We are capturing 92.31% of the information using only two of these newly created features!!  

Let's look at how much "information" we can capture with different number of components. 

In [None]:
n_components = len(X_pizza.columns)
pipe_pca = make_pipeline(StandardScaler(), PCA(n_components=n_components))
pipe_pca.fit(X_pizza)

In [None]:
df = pd.DataFrame(
    data=np.cumsum(pipe_pca["pca"].explained_variance_ratio_),
    columns=["variance_explained (%)"],
    index=range(1, n_components + 1),
)
df.index.name = "n_components"

In [None]:
simple_bar_plot(
    x=df.index.tolist(),
    y=df["variance_explained (%)"],
    x_title="n_components",
    y_title="variance explained (%)",
)

So the first two components summarize most of the information (92.31%) in the data!! 
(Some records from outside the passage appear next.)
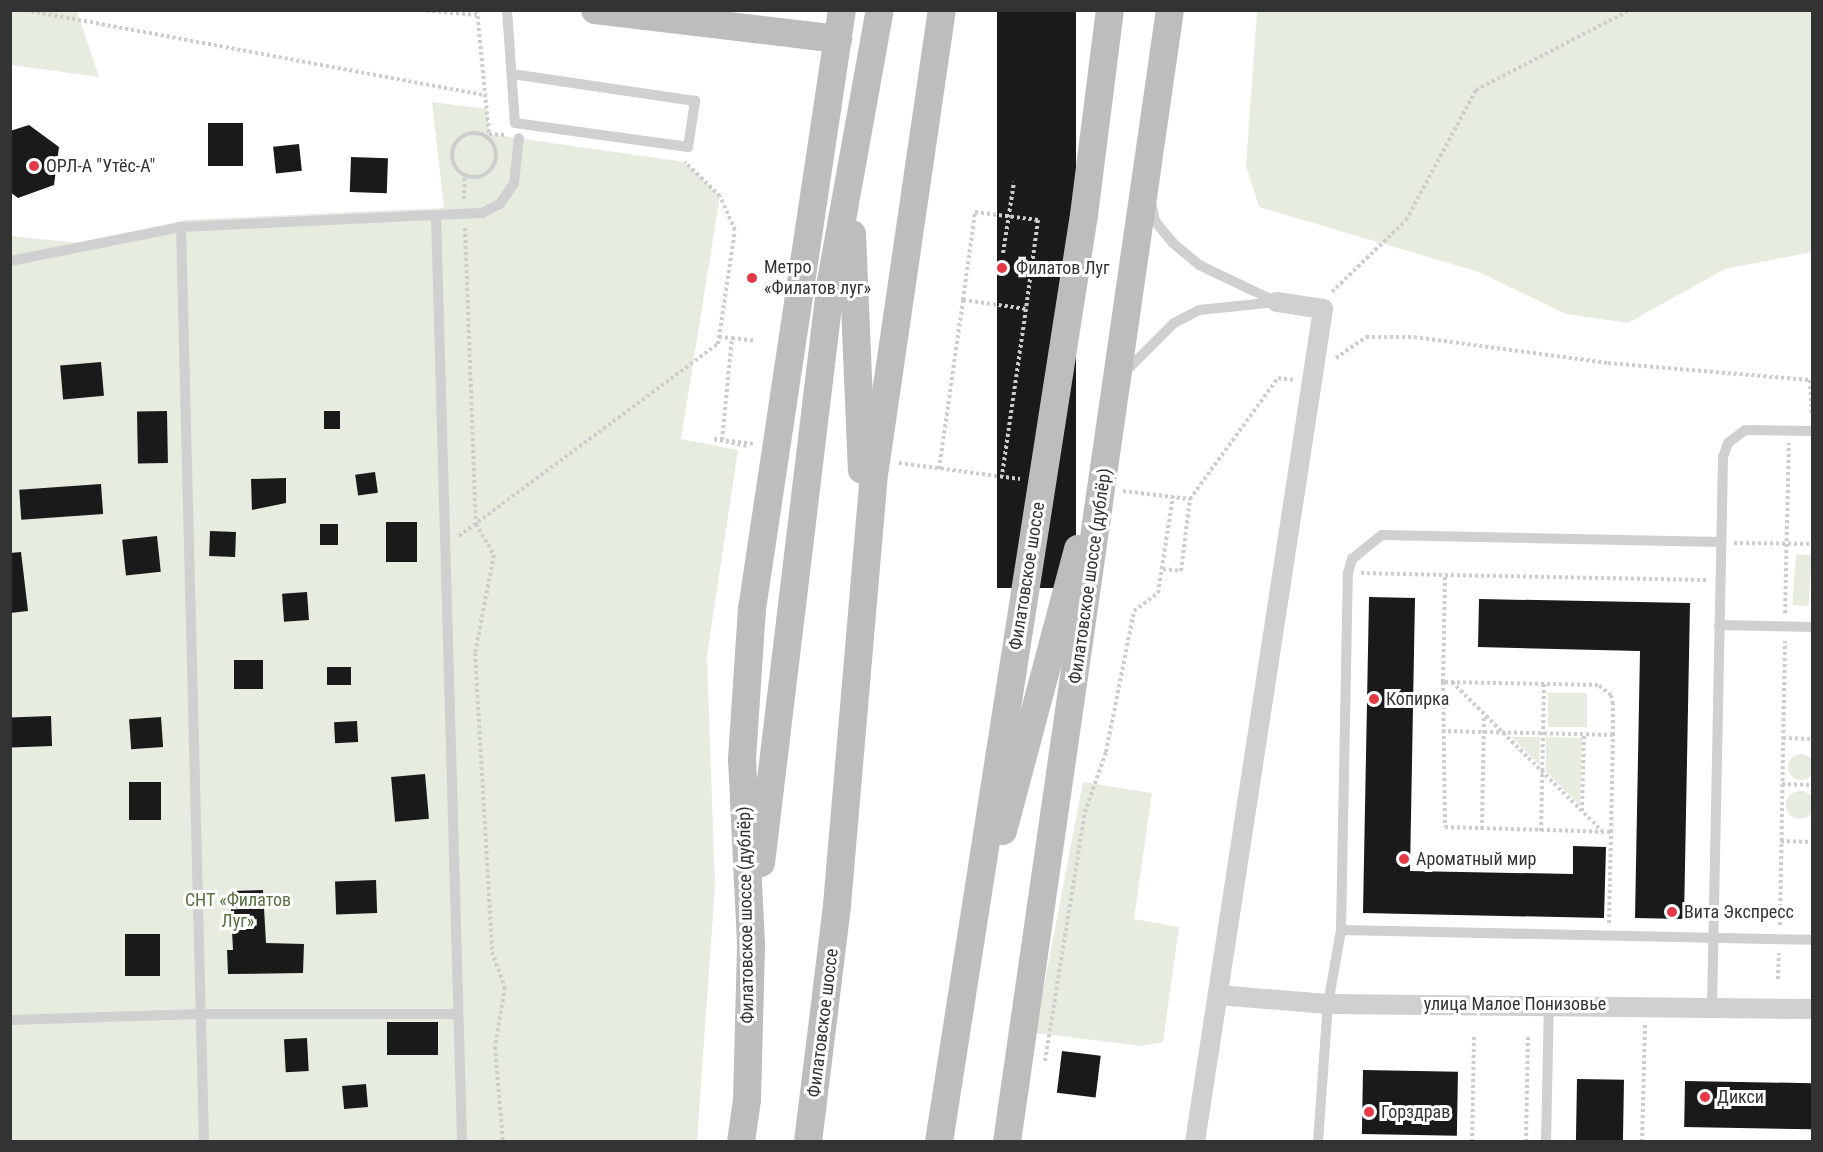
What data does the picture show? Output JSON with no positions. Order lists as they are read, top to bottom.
{
  "streets": {
    "street": ["Филатовское шоссе", "Филатовское шоссе (дублёр)", "улица Малое Понизовье"]
  },
  "parks": ["СНТ «Филатов Луг»"],
  "places": [
    "ОРЛ-А \"Утёс-А\"",
    "Филатов Луг",
    "Метро «Филатов луг»",
    "Копирка",
    "Ароматный мир",
    "Вита Экспресс",
    "Дикси",
    "Горздрав"
  ]
}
### Common use cases for dimensionality reduction 

Overall this idea of summarizing the data in a meaningful way is going to be super useful and there are tons of applications for this. 

- **Data compression**    
- **Feature extraction** in a machine learning pipeline 
    - Last week, we created PCA representation of face images before passing it to K-Means clustering. 
- **Visualization**
    - Last week, we carried out dimensionality reduction using PCA to visualize our high dimensional data.
- **Anomaly detection**
- ...

### Dimensionality reduction techniques 

We'll talk about the following linear dimensionality reduction techniques. 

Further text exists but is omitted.